[Stored data entries]
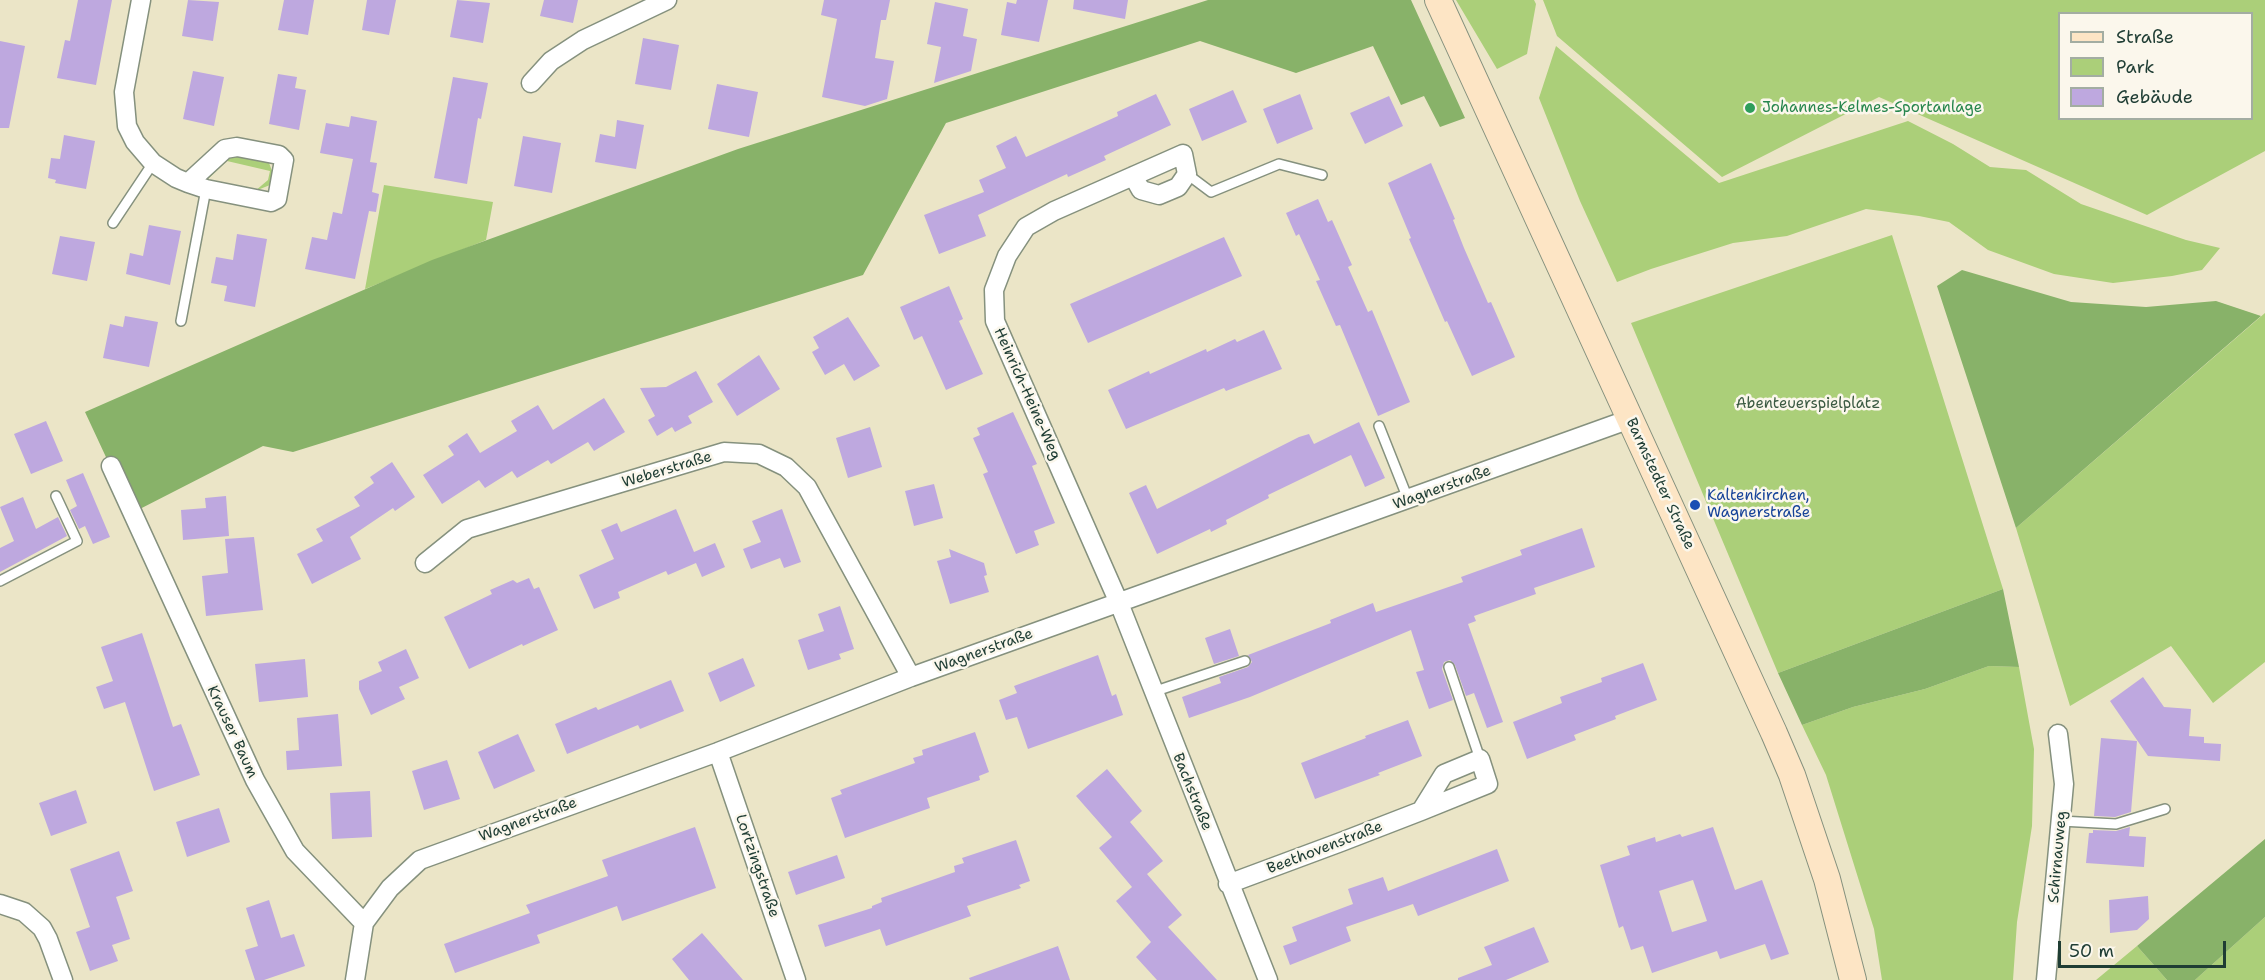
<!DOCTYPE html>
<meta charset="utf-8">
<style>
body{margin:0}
#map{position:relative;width:2265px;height:980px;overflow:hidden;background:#ebe5c7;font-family:"Shantell Sans",sans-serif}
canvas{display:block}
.legend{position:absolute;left:2058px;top:12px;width:195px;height:108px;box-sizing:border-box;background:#fbf7ec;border:2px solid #a3ada2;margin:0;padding:8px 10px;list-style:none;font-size:18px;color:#1f3d34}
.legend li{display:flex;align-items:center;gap:12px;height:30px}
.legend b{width:30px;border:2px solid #a3ada2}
.scale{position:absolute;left:2058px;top:941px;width:168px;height:27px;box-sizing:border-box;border:3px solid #1f3d34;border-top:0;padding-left:8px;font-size:18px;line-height:21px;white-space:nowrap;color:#1f3d34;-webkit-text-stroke:4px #fbf7ec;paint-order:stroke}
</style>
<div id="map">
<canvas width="2265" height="980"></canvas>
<ul class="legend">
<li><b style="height:8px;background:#fde5c5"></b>Straße</li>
<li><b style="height:16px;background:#abcf79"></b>Park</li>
<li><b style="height:16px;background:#bea8df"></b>Gebäude</li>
</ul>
<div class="scale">50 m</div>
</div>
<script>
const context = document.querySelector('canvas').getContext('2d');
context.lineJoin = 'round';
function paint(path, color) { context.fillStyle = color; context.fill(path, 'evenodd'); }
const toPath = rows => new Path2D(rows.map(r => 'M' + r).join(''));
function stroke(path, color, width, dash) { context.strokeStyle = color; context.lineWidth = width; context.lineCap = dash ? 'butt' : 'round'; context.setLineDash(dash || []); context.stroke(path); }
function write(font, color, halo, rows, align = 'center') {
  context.font = font + ' "Shantell Sans",sans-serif'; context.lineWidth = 5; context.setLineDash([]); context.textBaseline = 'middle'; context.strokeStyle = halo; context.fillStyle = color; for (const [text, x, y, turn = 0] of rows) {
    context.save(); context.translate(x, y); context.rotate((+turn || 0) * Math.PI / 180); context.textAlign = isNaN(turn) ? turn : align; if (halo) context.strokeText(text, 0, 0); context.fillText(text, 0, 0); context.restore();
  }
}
paint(toPath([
 [1456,0,1534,0,1536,4,1527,54,1497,69],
 [1543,0,2265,0,2265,151,2147,215,1879,97,1722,177,1557,36],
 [2060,14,2252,14,2252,118,2060,118],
 [1556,46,1719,183,1908,121,1953,144,1990,167,2026,170,2081,204,2186,240,2220,248,2202,270,2172,276,2113,283,2054,274,1988,250,1949,222,1919,216,1866,209,1787,236,1733,243,1651,269,1617,282,1580,201,1539,98],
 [236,154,264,160,269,163,274,176,270,185,255,191,268,180,270,171,227,161,208,179,202,178,228,156],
 [384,185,493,202,486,240,365,289],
 [1892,235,2003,589,1778,673,1631,323],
 [2265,313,2265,662,2213,703,2171,646,2070,706,2016,528],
 [1989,666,2019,667,2034,749,2032,826,2017,922,2013,980,1882,980,1874,929,1826,775,1802,725,1853,707,1925,689],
 [2265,917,2265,980,2195,980],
 [2137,946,2167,980,2096,980]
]), '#abcf79');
paint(toPath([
 [1208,0,1411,0,1465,118,1440,127,1424,96,1401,105,1373,46,1296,73,1200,41,946,123,863,275,293,452,263,446,132,513,85,412,432,260,738,149],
 [1962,270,2071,302,2146,307,2216,301,2261,316,2016,528,1937,286],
 [2003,589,2019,667,1989,666,1925,689,1853,707,1802,725,1778,673],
 [2265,839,2265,917,2195,980,2167,980,2137,946]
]), '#88b269');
paint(toPath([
 [78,0,112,0,96,85,57,78,65,40,70,41],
 [188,0,219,2,213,41,182,36],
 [284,0,314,0,308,35,278,30],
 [367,0,396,0,389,35,362,30],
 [457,0,490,3,483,43,450,37],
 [544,0,578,0,573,23,540,16],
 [824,0,890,0,886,20,881,20,875,58,894,61,887,99,865,106,822,97,837,19,821,15],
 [1017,0,1048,0,1039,42,1001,35,1007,2,1016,4],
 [1074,0,1128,0,1125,19,1073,9],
 [935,2,968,9,963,36,977,39,971,71,934,83,941,47,927,44],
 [643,38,679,45,671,90,635,84],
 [0,41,25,46,9,128,0,128],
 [193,71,224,77,214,126,183,119],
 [278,74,297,77,295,88,306,90,299,130,269,124],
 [453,77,488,83,481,119,478,118,467,184,434,178],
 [717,84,758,92,749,137,708,129],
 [1233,90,1247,122,1202,141,1189,109],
 [1156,94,1171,125,1104,156,1106,160,1068,177,1067,174,978,215,986,236,939,254,924,215,984,192,979,180,1006,168,996,146,1016,136,1026,157,1118,116,1117,112],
 [1300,94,1313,129,1277,144,1263,109],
 [1389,96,1403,126,1365,144,1350,113],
 [351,116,377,121,370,162,377,163,372,192,379,194,376,212,369,211,355,279,305,269,312,237,327,240,333,212,342,214,353,159,320,153,326,123,349,127],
 [617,120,644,125,636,169,595,162,600,134,615,137],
 [64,135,95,141,86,189,55,183,56,180,48,178,51,158,60,159],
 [523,136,561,143,552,193,514,186],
 [1431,163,1455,219,1453,220,1464,248,1488,303,1491,302,1515,357,1472,376,1447,321,1445,322,1409,239,1411,238,1388,183],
 [1318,199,1328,222,1332,220,1352,265,1348,267,1368,312,1372,310,1410,402,1378,416,1340,325,1336,326,1316,281,1320,280,1299,234,1296,236,1286,213],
 [149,225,181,231,170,285,126,274,130,253,143,256],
 [237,234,267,239,255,307,224,301,227,286,211,283,216,257,233,260],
 [60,236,95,242,87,281,52,274],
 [1224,237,1242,276,1088,343,1070,304],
 [949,286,963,319,959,321,983,374,946,390,922,336,914,340,900,307],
 [125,316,158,322,149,367,103,358,110,324,123,327],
 [848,317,880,366,854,381,844,364,825,375,812,352,819,348,813,337],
 [1264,330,1282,369,1226,391,1224,388,1126,429,1108,390,1149,371,1150,374,1206,349,1207,352,1235,339,1237,342],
 [759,355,780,389,737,416,717,384],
 [696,371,713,402,688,416,692,423,675,432,672,427,657,436,648,420,655,416,640,388,666,387],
 [604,398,625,432,594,451,588,442,551,464,548,460,517,478,512,471,485,488,479,480,442,504,423,475,454,455,448,446,467,433,480,453,517,431,511,421,538,405,553,430],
 [1013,412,1037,464,1032,466,1055,523,1034,531,1039,545,1016,554,983,474,988,472,973,438,980,435,977,428],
 [46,421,63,461,31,474,14,434],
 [1359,422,1385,478,1365,487,1351,455,1268,495,1269,498,1226,520,1227,524,1211,532,1210,529,1157,554,1129,493,1146,485,1157,509,1299,437,1309,434,1314,444],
 [870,427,882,467,848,478,836,438],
 [392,462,415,497,395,511,393,508,350,537,361,559,312,584,297,554,323,541,316,529,360,506,354,497,374,483,370,477],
 [83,473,110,537,93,544,85,526,79,529,70,510,77,506,66,480],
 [934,484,943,518,914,526,905,491],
 [226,496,229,536,183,540,181,510,206,508,205,498],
 [23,497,36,529,58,517,67,536,0,572,0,548,14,541,0,507],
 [676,509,694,552,715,543,725,567,702,577,696,563,668,575,666,571,618,592,620,598,594,609,579,575,614,559,601,530,617,523,621,532],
 [782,509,801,562,784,568,780,558,751,569,743,549,761,542,752,521],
 [1582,528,1595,567,1534,588,1536,594,1474,616,1476,621,1468,624,1503,722,1487,728,1474,693,1466,696,1455,665,1450,660,1444,662,1442,669,1453,700,1429,709,1416,672,1424,670,1411,630,1250,697,1189,718,1182,697,1221,683,1219,677,1248,667,1252,662,1248,655,1331,623,1330,620,1373,603,1376,612,1463,582,1461,577,1522,555,1520,550],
 [254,537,263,610,206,616,202,576,228,573,225,539],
 [949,549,984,563,987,575,984,576,989,592,950,604,937,561,951,557],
 [529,578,534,589,539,587,558,630,523,646,522,644,469,669,444,617,492,594,490,590,513,580,517,583],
 [840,606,854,649,839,654,841,659,808,670,798,640,824,631,818,614],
 [1230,629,1239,656,1214,664,1205,638],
 [142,633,173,727,181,724,200,775,154,791,125,702,104,709,96,687,113,681,101,647],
 [406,649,419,678,399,687,405,699,371,715,359,689,359,681,382,671,378,662],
 [1098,655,1112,696,1116,694,1123,715,1028,749,1017,717,1006,720,999,700,1017,693,1014,686],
 [743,658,755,686,720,702,708,673],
 [305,659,308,697,259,702,255,664],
 [1643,663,1657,700,1615,716,1616,719,1574,735,1576,740,1527,759,1513,722,1562,703,1560,697,1602,682,1601,678],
 [2143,677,2164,707,2191,709,2189,736,2204,737,2204,743,2221,744,2220,761,2148,756,2110,701],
 [671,680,684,711,640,729,638,725,567,754,555,724,596,707,598,710],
 [338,714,342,766,287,770,286,751,299,750,297,718],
 [1408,720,1422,756,1378,773,1380,775,1315,799,1301,763,1366,738,1365,736],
 [975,732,989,772,979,776,980,780,927,798,930,808,845,838,831,798,842,794,840,790,915,763,913,758,923,755,922,750],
 [518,734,535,771,494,789,478,752],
 [2101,738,2137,741,2131,812,2115,817,2094,816],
 [447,760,460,799,424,810,412,771],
 [1107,769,1142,811,1130,822,1163,861,1147,874,1182,915,1168,927,1217,980,1157,980,1136,957,1151,942,1116,901,1132,887,1099,848,1112,837,1076,796],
 [76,790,87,823,51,836,39,803],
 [370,791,372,837,332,839,330,793],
 [219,808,230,842,187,857,176,822],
 [695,827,716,888,622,921,617,906,537,935,540,943,455,973,444,944,530,913,526,905,608,876,602,860],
 [1713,827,1735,890,1762,880,1789,954,1771,960,1765,944,1720,959,1717,951,1652,973,1643,946,1631,950,1623,926,1619,928,1600,865,1630,855,1627,846,1655,837,1656,842,1680,834,1682,837],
 [1693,880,1707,921,1672,932,1659,891],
 [2130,827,2129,836,2146,837,2144,867,2086,863,2089,833,2093,833,2093,830,2116,831],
 [1016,840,1030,881,1019,885,1021,888,967,906,971,916,886,946,880,929,825,947,818,925,872,908,872,906,882,902,881,898,955,872,954,866,964,863,962,858],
 [1497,849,1509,881,1418,916,1413,904,1346,927,1351,941,1290,965,1283,946,1297,941,1292,927,1353,904,1348,889,1383,877,1388,891],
 [119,851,133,891,116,897,130,939,112,945,118,961,90,971,76,932,90,927,70,869],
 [837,855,845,878,796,895,788,872],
 [2148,896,2149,919,2137,930,2110,933,2109,900],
 [269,900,281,938,294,934,305,966,264,980,255,980,245,950,258,946,246,908],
 [1534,927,1549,962,1506,980,1458,980,1458,978,1492,965,1484,947],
 [702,933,743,980,689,980,672,959],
 [1058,946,1070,980,970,980,969,978]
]), '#bea8df');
const service = toPath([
 [1187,174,1211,192,1279,164,1322,175],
 [113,223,153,163],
 [181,321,206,189],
 [1379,426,1408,499],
 [0,581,77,541,56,496],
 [1449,667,1480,759],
 [1153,692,1245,661],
 [2061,821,2116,824,2165,809]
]);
const minor = toPath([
 [141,0,124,92,127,126,135,142,153,163,176,178,188,183,206,189,271,202,277,199,284,160,279,155,237,147,225,149,188,183],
 [531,83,551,61,583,40,667,0],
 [1133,176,1141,190,1159,195,1178,187,1187,174,1183,154,1054,211,1026,227,1007,256,994,290,995,321,1119,603,1268,980],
 [111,466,255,780,295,851,364,923],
 [425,563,467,529,724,452,759,454,786,467,807,487,911,677],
 [718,752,796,980],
 [1228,884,1341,842,1421,811,1488,784,1480,759,1444,774,1421,811],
 [0,904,24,912,42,928,48,939,63,980],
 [355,980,364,923,390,888,420,860,718,752,911,677,1630,419],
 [2046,980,2064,784,2058,734]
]);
const secondary = toPath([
 [1438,0,1774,733,1792,775,1827,879,1853,980]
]);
stroke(service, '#85917e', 12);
stroke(minor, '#85917e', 21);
stroke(secondary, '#85917e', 28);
stroke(service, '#fff', 9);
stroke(minor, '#fff', 18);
stroke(secondary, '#fde5c5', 26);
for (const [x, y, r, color] of [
 [1750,108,6,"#2e9e5b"],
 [1695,505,6,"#1a4fb4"]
]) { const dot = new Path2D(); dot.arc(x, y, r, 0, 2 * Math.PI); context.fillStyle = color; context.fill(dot); stroke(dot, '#fbf7ec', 2); }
write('15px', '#27864d', '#fbf7ec', [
 ["Johannes-Kelmes-Sportanlage",1762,108]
], 'left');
write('15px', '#1f3d34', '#fbf7ec', [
 ["Heinrich-Heine-Weg",1027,394,66],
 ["Weberstraße",667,470,-17],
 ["Barmstedter Straße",1660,484,65],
 ["Wagnerstraße",1442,488,-20],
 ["Wagnerstraße",984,651,-20],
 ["Krauser Baum",232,732,65],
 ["Bachstraße",1192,792,68],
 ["Wagnerstraße",528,820,-20],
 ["Beethovenstraße",1325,848,-21],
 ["Schirnauweg",2058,857,-85],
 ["Lortzingstraße",757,866,71]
]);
write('15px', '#3b5a42', '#fbf7ec', [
 ["Abenteuerspielplatz",1808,404]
]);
write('15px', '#164399', '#fbf7ec', [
 ["Kaltenkirchen,",1707,496],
 ["Wagnerstraße",1707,513]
], 'left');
</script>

**WHAT NEEDS TO BE DONE**
Nothing but a number should be given: the count of lines in the data above with the word "rows".

**EXPECTED ANSWER**
3